## Problem statement
Find the lines below that contain the string "stream", count them, and give only the number.

[[ Exercise materials open ]]

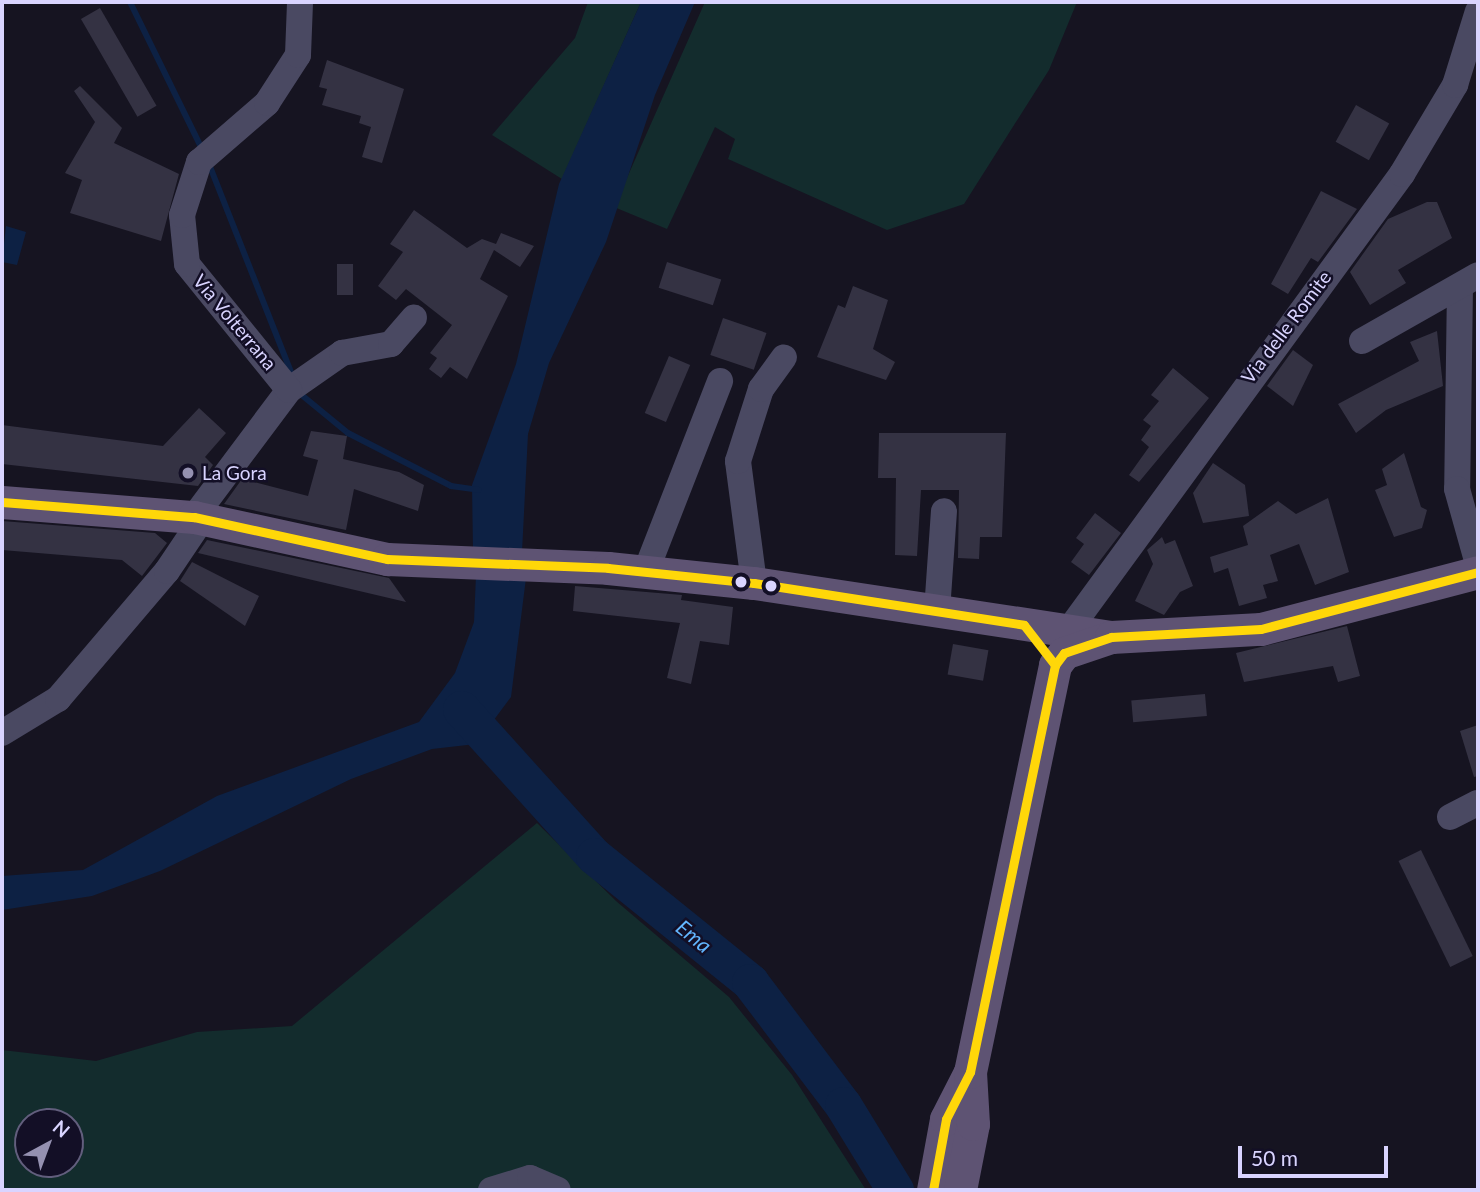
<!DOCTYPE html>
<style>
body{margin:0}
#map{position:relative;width:1480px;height:1192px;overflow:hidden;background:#161421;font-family:Lato,sans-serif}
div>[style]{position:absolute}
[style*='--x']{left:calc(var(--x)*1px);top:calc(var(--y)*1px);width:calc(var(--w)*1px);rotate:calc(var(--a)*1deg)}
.green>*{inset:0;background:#132c2d}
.water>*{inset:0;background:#0d2144}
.stream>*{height:6px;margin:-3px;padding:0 3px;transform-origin:3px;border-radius:3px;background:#0d2144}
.river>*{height:37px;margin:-18.5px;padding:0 18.5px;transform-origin:18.5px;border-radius:18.5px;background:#0d2144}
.building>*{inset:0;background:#343243;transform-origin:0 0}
.minor>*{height:26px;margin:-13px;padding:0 13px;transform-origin:13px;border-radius:13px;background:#4a4962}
.major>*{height:33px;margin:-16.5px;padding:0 16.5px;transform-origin:16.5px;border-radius:16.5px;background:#5e5373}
.bus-1>*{height:9px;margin:-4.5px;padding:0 4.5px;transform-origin:4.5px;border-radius:4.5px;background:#ffd709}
.dots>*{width:19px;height:19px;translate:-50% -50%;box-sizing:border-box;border:4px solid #130f26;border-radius:50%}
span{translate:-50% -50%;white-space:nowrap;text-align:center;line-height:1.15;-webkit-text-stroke:5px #130f26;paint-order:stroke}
.street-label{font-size:19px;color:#d9d4ff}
.poi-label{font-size:19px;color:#d9d4ff}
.left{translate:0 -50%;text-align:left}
.water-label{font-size:21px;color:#62b6ff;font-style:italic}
.frame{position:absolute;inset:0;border:4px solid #d9d4ff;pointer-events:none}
.north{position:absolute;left:14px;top:1108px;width:70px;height:70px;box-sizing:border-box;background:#130f26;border:2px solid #625e7d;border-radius:50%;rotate:41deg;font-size:19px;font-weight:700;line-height:28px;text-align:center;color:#d9d4ff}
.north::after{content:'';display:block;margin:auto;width:24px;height:32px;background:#9591b1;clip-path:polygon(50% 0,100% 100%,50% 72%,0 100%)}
.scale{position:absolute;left:1238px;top:1146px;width:150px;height:32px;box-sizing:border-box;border:4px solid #d9d4ff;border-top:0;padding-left:9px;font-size:21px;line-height:24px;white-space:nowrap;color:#d9d4ff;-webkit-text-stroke:5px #130f26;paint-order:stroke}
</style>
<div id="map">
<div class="green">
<i style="clip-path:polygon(588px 2px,641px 2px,562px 179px,492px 135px,575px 38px)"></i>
<i style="clip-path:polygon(705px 2px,1077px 2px,1049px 70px,964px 204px,887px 230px,728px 159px,735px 139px,715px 127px,667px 229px,614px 207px)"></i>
<i style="clip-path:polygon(evenodd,537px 823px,616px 901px,729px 997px,792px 1075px,866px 1190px,2px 1190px,2px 1050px,96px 1061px,197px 1032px,292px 1026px,537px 823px,28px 1122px,70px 1122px,70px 1164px,28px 1164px,28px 1122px)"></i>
</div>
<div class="water">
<i style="clip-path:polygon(641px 2px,695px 2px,655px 95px,606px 242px,549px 363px,528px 434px,522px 552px,473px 550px,472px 485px,516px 364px,559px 184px)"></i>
<i style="clip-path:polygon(6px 226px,26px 232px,17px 265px,2px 262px)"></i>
<i style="clip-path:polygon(476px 575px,526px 578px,511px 697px,476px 744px,432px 749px,351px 779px,160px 871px,92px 896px,2px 910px,2px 876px,83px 870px,217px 796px,419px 722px,455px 673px,474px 622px)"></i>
</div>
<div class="stream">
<i style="--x:130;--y:2;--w:166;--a:63.9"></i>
<i style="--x:209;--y:164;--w:227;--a:68.5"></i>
<i style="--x:298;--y:392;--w:65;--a:39.4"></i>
<i style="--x:348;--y:433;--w:116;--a:27.2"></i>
<i style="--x:451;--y:486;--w:28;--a:8"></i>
</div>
<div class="river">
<i style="--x:461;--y:709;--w:198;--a:47.9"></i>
<i style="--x:594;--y:856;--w:201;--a:38.9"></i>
<i style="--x:750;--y:982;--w:154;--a:52.9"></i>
<i style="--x:843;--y:1105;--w:100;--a:58.5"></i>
</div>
<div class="building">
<i style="left:100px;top:8px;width:113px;height:22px;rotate:60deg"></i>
<i style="clip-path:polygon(327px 60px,404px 89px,382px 163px,362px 157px,371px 127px,359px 123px,361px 116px,322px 105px,327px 89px,319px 87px)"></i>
<i style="clip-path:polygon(80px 86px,122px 128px,114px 143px,179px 174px,161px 241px,70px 213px,82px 180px,65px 173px,95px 122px,74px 91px)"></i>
<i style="left:1356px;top:105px;width:38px;height:42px;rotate:29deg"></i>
<i style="clip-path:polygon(1321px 191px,1357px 209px,1318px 262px,1311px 258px,1288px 294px,1271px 284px)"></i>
<i style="clip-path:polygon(1427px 202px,1437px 202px,1452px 238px,1398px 270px,1406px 283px,1370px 305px,1350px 272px,1388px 219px)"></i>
<i style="clip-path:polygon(414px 210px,467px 248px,482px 239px,496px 244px,501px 233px,534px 246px,520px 267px,494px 250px,480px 279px,508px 296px,467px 379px,450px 367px,441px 378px,429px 369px,437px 358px,430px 353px,452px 325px,406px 289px,396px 300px,378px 286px,403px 252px,390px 244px)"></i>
<i style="left:667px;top:262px;width:57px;height:27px;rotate:18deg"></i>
<i style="left:337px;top:264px;width:16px;height:31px"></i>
<i style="clip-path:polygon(853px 286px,888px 300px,873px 349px,895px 362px,886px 380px,817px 357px,838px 305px,845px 308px)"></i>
<i style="left:723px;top:318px;width:46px;height:39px;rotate:19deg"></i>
<i style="clip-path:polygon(1437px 331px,1443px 386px,1386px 410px,1356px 433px,1338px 404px,1419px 361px,1410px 342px)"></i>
<i style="clip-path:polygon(1293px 350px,1313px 365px,1293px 406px,1267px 386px)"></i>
<i style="left:669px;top:356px;width:23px;height:62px;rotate:23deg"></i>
<i style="clip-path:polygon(1173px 368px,1209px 398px,1139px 482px,1129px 475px,1149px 447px,1141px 440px,1151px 426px,1143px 420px,1159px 401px,1151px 395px)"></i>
<i style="clip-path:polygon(199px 408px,226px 433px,205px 457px,213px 465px,198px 486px,2px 464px,2px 425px,163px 446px)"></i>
<i style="clip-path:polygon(311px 431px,347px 436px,343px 459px,399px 472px,424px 485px,418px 511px,354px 489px,346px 530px,224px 504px,242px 479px,308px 496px,318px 460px,303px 456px)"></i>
<i style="clip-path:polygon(879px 433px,1006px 433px,1002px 537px,980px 537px,979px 559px,958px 558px,959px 490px,921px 490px,917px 556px,895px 555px,896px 478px,878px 478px)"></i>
<i style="clip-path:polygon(1404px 453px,1421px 507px,1427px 510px,1422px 528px,1394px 537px,1375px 490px,1387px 485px,1382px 469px)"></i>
<i style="clip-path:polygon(1213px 463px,1245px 485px,1249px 516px,1203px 523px,1193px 493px)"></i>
<i style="clip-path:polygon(1328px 498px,1349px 572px,1315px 585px,1299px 544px,1270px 555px,1278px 581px,1263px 585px,1267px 598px,1239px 606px,1228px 568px,1214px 573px,1210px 557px,1248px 545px,1243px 526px,1278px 501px,1296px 514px)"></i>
<i style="clip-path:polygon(1095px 513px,1121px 533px,1089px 575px,1071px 562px,1084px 544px,1076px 538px)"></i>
<i style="clip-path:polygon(2px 521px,155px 533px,167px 543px,142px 576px,122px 560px,2px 550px)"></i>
<i style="clip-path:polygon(1162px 537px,1165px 544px,1175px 540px,1193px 586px,1180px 592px,1164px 615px,1135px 601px,1153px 564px,1147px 550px)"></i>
<i style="clip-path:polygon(207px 540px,389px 578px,406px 602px,198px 553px)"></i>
<i style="clip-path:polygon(192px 562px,259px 596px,245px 626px,180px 581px)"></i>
<i style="clip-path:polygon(575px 586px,682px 595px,681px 600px,733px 607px,729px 645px,700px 641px,691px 684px,667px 678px,680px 623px,573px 611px)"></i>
<i style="clip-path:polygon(1347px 626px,1360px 676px,1338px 682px,1333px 666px,1244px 682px,1236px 653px)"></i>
<i style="left:953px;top:644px;width:36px;height:31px;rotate:10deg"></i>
<i style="left:1205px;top:694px;width:22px;height:74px;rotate:85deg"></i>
<i style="clip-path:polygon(1478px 725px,1478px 776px,1474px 777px,1460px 731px)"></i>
<i style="left:1421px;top:850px;width:118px;height:25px;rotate:64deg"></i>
</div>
<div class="minor">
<i style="--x:1460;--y:286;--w:203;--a:90.8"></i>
<i style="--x:1457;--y:489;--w:78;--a:74.4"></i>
<i style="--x:1362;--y:341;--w:133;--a:-29.6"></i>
<i style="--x:289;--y:390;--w:65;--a:-34.9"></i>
<i style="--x:342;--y:353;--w:50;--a:-10.4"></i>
<i style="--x:391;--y:344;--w:35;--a:-49"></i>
<i style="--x:194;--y:517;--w:159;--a:-53.2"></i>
<i style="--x:289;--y:390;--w:162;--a:-129"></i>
<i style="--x:187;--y:264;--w:49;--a:-95.8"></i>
<i style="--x:182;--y:215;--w:56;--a:-72.2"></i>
<i style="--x:199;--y:162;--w:90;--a:-40.9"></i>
<i style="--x:267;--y:103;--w:57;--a:-57.1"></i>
<i style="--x:298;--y:55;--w:53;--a:-87.8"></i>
<i style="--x:646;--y:571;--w:204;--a:-68.7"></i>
<i style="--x:754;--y:583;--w:123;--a:-97.5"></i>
<i style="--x:738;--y:461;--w:76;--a:-72.3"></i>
<i style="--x:761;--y:389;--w:39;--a:-54"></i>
<i style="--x:937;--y:611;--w:100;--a:-86"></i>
<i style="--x:1069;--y:630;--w:565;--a:-53.86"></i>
<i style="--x:1402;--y:174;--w:104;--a:-59.2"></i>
<i style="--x:1455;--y:85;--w:77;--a:-72.7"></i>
<i style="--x:2;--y:733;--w:66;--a:-31.3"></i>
<i style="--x:58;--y:699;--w:168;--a:-49.6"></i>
<i style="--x:167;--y:571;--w:63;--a:-56.1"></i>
<i style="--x:1450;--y:817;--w:31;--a:-27"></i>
<i style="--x:491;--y:1190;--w:41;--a:-17.1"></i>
<i style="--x:530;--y:1178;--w:30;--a:23"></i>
</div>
<div class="major">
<i style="--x:2;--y:502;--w:193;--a:4.5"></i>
<i style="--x:194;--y:517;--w:198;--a:12.3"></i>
<i style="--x:387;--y:559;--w:221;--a:2.3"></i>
<i style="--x:608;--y:568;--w:147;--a:5.9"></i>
<i style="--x:754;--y:583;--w:361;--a:8.6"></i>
<i style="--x:933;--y:1190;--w:72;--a:-79.6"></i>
<i style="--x:946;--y:1119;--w:51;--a:-62.9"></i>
<i style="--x:960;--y:1190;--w:67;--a:-78.9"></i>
<i style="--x:973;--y:1124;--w:52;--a:-93.3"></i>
<i style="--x:970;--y:1072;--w:416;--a:-78.2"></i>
<i style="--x:1055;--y:665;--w:15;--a:-53"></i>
<i style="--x:1064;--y:653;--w:50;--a:-18.8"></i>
<i style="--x:1111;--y:637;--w:150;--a:-3.1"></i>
<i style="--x:1261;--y:629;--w:224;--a:-14.7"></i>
</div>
<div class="bus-1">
<i style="--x:2;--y:502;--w:193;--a:4.5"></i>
<i style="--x:194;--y:517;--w:198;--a:12.3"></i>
<i style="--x:387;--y:559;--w:221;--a:2.3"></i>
<i style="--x:608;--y:568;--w:147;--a:5.9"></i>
<i style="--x:754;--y:583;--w:273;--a:8.8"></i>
<i style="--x:1024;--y:625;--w:51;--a:52.2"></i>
<i style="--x:933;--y:1190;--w:72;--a:-79.6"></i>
<i style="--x:946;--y:1119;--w:53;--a:-62.9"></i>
<i style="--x:970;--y:1072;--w:416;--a:-78.2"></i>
<i style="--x:1055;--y:665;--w:15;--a:-53"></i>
<i style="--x:1064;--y:653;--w:50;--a:-18.8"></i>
<i style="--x:1111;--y:637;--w:150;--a:-3.1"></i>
<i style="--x:1261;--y:629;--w:224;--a:-14.7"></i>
</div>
<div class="dots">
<i style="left:188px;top:473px;background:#9591b1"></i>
<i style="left:741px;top:582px;background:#d9d4ff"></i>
<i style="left:771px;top:586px;background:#d9d4ff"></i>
</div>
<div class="street-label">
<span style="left:235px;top:322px;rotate:50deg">Via Volterrana</span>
<span style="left:1286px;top:327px;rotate:-53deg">Via delle Romite</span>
</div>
<div class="poi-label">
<span class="left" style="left:202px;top:473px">La Gora</span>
</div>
<div class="water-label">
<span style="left:694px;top:936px;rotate:39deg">Ema</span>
</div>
<div class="frame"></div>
<div class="north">N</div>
<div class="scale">50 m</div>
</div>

[[ Exercise materials closed ]]

## Solved problem
2